1. A method for recommending video content, comprising:

processing respective sequences of video frames from plural candidate vide streams;

extracting non-metadata video features from the sequences; and

based at least in part on at least some of the video features, returning at least one of the candidate video streams as a recommendation.

2. The method of claim 1, wherein the video features include scene changes.

3. The method of claim 1, wherein the video features include color saturation.

4. The method of claim 1, wherein the video features include motion vectors.

5. The method of claim 1, further comprising selecting a subset of the video features, only the subset being used to return at least one of the candidate video streams as a recommendation.

6. The method of claim 5, wherein a training set of features is used as part of the selecting act.

7. The method of claim 1, comprising using both non-metadata video features from the sequences and at least one criterion selected from the group of: metadata, or audio features, to return at least one of the candidate video streams as a recommendation.

8. A system comprising:

at least one source of candidate videos; and

at least one computer receiving the candidate videos and executing logic comprising:

extracting video features from the videos; and

using the video features and information related to a user's video preferences, providing a recommendation to the user of at least one of the candidate videos.

9. The system of claim 8, wherein the video features include scene changes.

10. The system of claim 8, wherein the video features include color saturation.

11. The system of claim 8, wherein the video features include motion vectors.

12. The system of claim 8, wherein the computer selects a subset of the video features, only the subset being used to return at least one of the candidate videos as a recommendation.

13. The system of claim 12, wherein the computer uses a training set of features as part of selecting a subset of features.

14. The system of claim 8, wherein the computer uses both non-metadata video features from the sequences and at least one criterion selected from the group of: metadata, or audio features, to return at least one of the candidate videos as a recommendation.

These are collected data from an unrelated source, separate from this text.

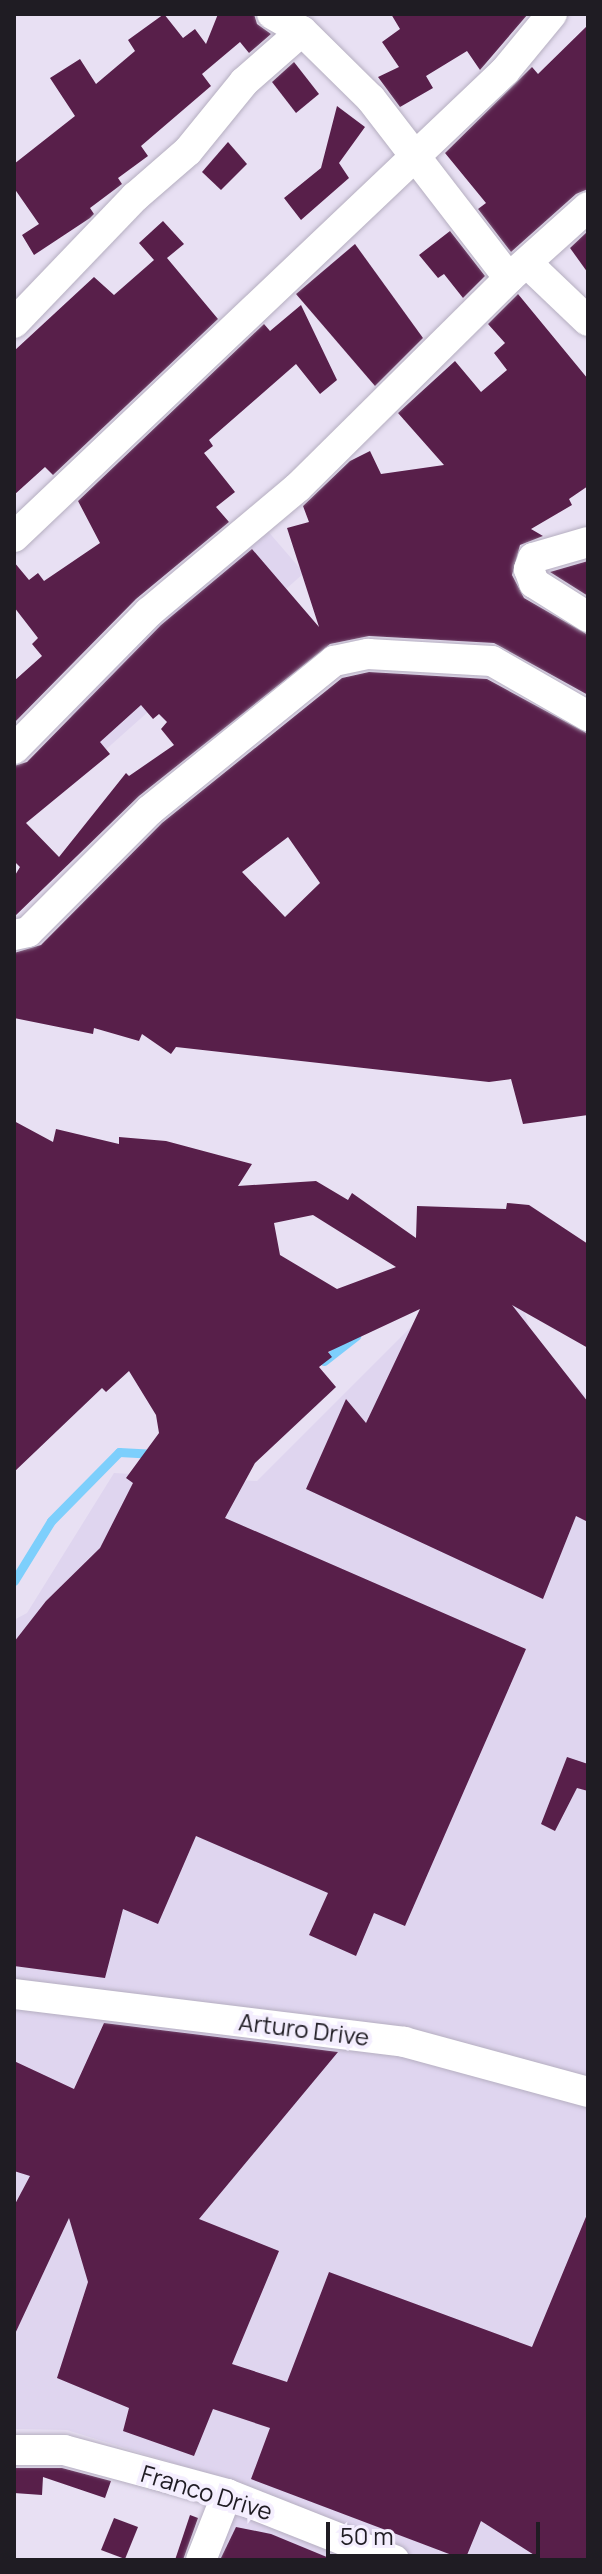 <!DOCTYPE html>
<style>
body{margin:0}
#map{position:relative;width:602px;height:2574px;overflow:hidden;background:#e8e0f3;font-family:Manrope,sans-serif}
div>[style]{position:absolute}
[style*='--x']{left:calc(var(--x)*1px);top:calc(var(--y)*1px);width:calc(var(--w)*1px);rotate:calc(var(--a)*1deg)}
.built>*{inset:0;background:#dfd5ef}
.stream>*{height:9px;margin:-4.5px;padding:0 4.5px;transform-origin:4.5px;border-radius:4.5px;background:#7dcffc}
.building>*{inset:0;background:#581f4a}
.roads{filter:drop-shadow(0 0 2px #b5aec0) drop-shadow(0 0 2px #b5aec0)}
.street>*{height:30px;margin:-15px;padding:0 15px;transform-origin:15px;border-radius:15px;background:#fff}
span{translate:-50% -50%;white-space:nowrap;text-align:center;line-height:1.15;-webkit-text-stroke:8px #f4eefe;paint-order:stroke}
.street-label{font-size:24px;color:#1f1c23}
.frame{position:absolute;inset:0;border:16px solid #1f1c23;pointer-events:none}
.scale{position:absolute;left:326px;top:2522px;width:214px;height:36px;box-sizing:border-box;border:4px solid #1f1c23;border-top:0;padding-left:10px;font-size:24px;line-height:28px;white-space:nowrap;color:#1f1c23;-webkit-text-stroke:6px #f4eefe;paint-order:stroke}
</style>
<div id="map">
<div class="built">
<div style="clip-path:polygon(266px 529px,304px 573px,103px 752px,64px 708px)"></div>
<div style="clip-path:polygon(520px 1297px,534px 1343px,588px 1398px,588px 2560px,214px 2560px,241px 2484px,67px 2430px,14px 2429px,14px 1620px,27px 1613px,114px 1473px,257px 1481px,428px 1310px)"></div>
</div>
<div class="stream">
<div style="--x:324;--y:1361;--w:41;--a:-38"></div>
<div style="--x:14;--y:1581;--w:70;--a:-58.3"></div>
<div style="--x:51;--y:1521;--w:97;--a:-45.4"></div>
<div style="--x:119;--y:1452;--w:37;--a:3"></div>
</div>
<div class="building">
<div style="clip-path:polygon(164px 14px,183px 38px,195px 29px,206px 44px,218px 14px,254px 14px,257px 24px,271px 34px,249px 53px,240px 42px,202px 74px,211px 86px,141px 146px,148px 156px,118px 178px,122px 184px,90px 208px,94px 214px,90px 218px,34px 255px,22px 235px,39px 224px,14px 188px,14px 164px,75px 116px,50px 78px,80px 59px,96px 84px,135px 51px,128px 40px)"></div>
<div style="clip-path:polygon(391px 14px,528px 14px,480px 70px,467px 51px,426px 76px,433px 88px,400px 107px,378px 77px,399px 67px,382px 42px,400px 29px)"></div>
<div style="clip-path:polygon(588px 25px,588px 189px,576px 194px,511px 252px,478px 209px,486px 203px,445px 153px,532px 67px,538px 74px)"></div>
<div style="clip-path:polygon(294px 62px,319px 94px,296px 113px,272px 82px)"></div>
<div style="clip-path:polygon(337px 106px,365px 127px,339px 163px,349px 178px,301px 220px,284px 198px,321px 168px)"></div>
<div style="clip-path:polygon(228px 142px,247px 164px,221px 190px,202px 172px)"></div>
<div style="clip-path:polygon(163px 221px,184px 244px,167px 258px,218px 319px,53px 475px,45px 467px,14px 495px,14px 351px,94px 277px,114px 295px,154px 260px,139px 243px)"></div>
<div style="clip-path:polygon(450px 231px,485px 276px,463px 298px,444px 274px,438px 278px,419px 255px)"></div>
<div style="clip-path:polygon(588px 231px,588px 273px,570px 248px)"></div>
<div style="clip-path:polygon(355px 244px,423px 338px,375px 386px,296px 294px)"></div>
<div style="clip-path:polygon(evenodd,518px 294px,588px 379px,588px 486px,569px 499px,572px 505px,531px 529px,543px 536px,520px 545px,512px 575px,524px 598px,588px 635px,588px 695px,494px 643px,369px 636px,330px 644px,139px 796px,14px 917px,14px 877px,20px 867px,14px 861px,14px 766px,27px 762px,161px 625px,252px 549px,319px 627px,287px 528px,309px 522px,303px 506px,350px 461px,370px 451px,381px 474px,444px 465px,398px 413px,455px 361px,481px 392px,507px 370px,494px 353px,505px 343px,488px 324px,518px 294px,141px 705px,153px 719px,159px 714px,167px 722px,161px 729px,174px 745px,129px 776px,126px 773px,59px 857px,26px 823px,110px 754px,100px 742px,141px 705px)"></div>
<div style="clip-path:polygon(301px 305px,337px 380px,320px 394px,296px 364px,209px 440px,213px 446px,204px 453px,235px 492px,216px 507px,229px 522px,136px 599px,14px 723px,14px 681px,42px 656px,32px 644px,38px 638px,14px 607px,14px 562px,29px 580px,38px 573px,44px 581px,100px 543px,78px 501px,264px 324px,270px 331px)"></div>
<div style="clip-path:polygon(588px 561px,588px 596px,550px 572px)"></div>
<div style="clip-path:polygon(evenodd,369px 672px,487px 679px,588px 734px,588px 1115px,523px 1124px,511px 1079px,489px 1082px,176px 1047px,171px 1054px,142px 1034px,139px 1041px,94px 1028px,93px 1034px,14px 1018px,14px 953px,41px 945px,162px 823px,342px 678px,369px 672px,288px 837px,320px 883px,285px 917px,242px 872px,288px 837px)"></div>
<div style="clip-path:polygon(evenodd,14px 1121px,53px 1142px,56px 1129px,119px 1144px,119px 1137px,166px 1141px,252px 1164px,238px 1186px,316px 1181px,348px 1200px,352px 1193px,416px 1238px,417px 1206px,506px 1209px,507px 1203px,529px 1205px,588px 1244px,588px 1348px,512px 1305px,588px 1402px,588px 1522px,576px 1516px,543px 1599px,306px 1489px,346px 1399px,366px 1423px,420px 1309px,328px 1352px,332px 1357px,319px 1367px,336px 1387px,255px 1463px,225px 1518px,526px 1649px,405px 1926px,374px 1913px,356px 1956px,309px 1935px,328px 1893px,196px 1836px,158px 1924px,123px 1909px,105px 1978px,14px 1966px,14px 1642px,46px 1601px,100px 1548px,133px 1483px,126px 1478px,159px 1433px,156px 1415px,129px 1371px,106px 1392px,102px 1388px,14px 1472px,14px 1121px,313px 1215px,396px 1267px,337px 1289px,280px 1255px,274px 1223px,313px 1215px)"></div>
<div style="clip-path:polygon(567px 1757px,588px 1764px,588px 1791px,577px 1788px,555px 1831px,541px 1824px)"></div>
<div style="clip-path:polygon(104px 2023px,338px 2052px,199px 2219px,279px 2251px,232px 2364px,287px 2382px,329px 2272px,532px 2347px,588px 2212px,588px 2560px,542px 2560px,481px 2521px,465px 2560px,251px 2479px,270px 2428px,213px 2409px,194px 2456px,123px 2431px,129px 2408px,57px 2378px,88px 2282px,69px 2218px,14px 2336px,14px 2206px,30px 2176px,14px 2171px,14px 2061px,74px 2089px)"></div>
<div style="clip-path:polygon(14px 2468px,62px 2468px,111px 2481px,105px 2498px,43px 2477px,42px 2495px,14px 2493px)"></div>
<div style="clip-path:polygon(190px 2515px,198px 2518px,183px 2560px,175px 2560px)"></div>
<div style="clip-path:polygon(114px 2518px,138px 2527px,125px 2559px,101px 2550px)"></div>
<div style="clip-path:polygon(236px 2527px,271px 2534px,334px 2560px,220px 2560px)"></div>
</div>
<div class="roads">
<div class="street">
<div style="--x:272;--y:14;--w:34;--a:30"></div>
<div style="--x:527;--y:263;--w:84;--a:43.6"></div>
<div style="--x:14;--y:323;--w:175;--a:-46.2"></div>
<div style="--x:135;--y:197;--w:70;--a:-41"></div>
<div style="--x:188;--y:151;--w:89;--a:-50.9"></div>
<div style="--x:244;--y:82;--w:77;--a:-41.3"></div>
<div style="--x:302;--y:31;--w:97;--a:44.6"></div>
<div style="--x:371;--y:99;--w:226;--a:52.4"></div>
<div style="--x:14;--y:537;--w:677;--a:-43.5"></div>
<div style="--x:505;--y:71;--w:74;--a:-50.5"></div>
<div style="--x:588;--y:542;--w:57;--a:163.8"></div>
<div style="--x:533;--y:558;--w:12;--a:110"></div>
<div style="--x:529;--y:569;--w:15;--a:70"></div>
<div style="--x:534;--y:583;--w:64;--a:32.2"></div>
<div style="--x:14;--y:749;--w:192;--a:-45.4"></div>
<div style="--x:149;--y:612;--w:194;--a:-40"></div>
<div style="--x:298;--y:487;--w:297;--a:-44.7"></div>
<div style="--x:509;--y:278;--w:106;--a:-41.9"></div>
<div style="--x:14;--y:935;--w:14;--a:-12"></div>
<div style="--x:28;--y:932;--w:173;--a:-45"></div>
<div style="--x:150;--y:810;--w:237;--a:-39"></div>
<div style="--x:334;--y:661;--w:35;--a:-12"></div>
<div style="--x:368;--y:654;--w:124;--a:3.2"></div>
<div style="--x:492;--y:661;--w:111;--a:29.8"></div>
<div style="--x:14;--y:1994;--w:393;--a:7"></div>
<div style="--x:404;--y:2042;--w:191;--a:15.2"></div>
<div style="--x:14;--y:2450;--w:50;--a:0"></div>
<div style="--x:64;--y:2450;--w:169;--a:15.1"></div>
<div style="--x:227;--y:2494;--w:180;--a:21.6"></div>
<div style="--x:201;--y:2560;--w:71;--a:-68.5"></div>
</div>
</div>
<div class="street-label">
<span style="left:304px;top:2029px;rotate:7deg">Arturo Drive</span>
<span style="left:207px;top:2492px;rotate:17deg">Franco Drive</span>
</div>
<div class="frame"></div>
<div class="scale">50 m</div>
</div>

15. A computer readable medium bearing computer-executable instructions embodied as:

means for extracting non-metadata, non-audio features from plural candidate video units; and

means for processing the non-metadata, non-audio features from plural candidate video units to generate at least one recommended video unit that matches a user's preferences.

16. The medium of claim 15, wherein the non-metadata, non-audio features include motion vectors.

17. The medium of claim 15, wherein the non-metadata, non-audio features include color saturation.

18. The medium of claim 15, wherein the non-metadata, non-audio features include scene changes.

19. The medium of claim 15, further comprising means for selecting a subset of the video features, only the subset being used to return a recommendation.

20. The medium of claim 15, comprising means for using both the non-metadata, non-audio features and at least one criterion selected from the group of: metadata, or audio features, to return at least one of the candidate video units as a recommendation.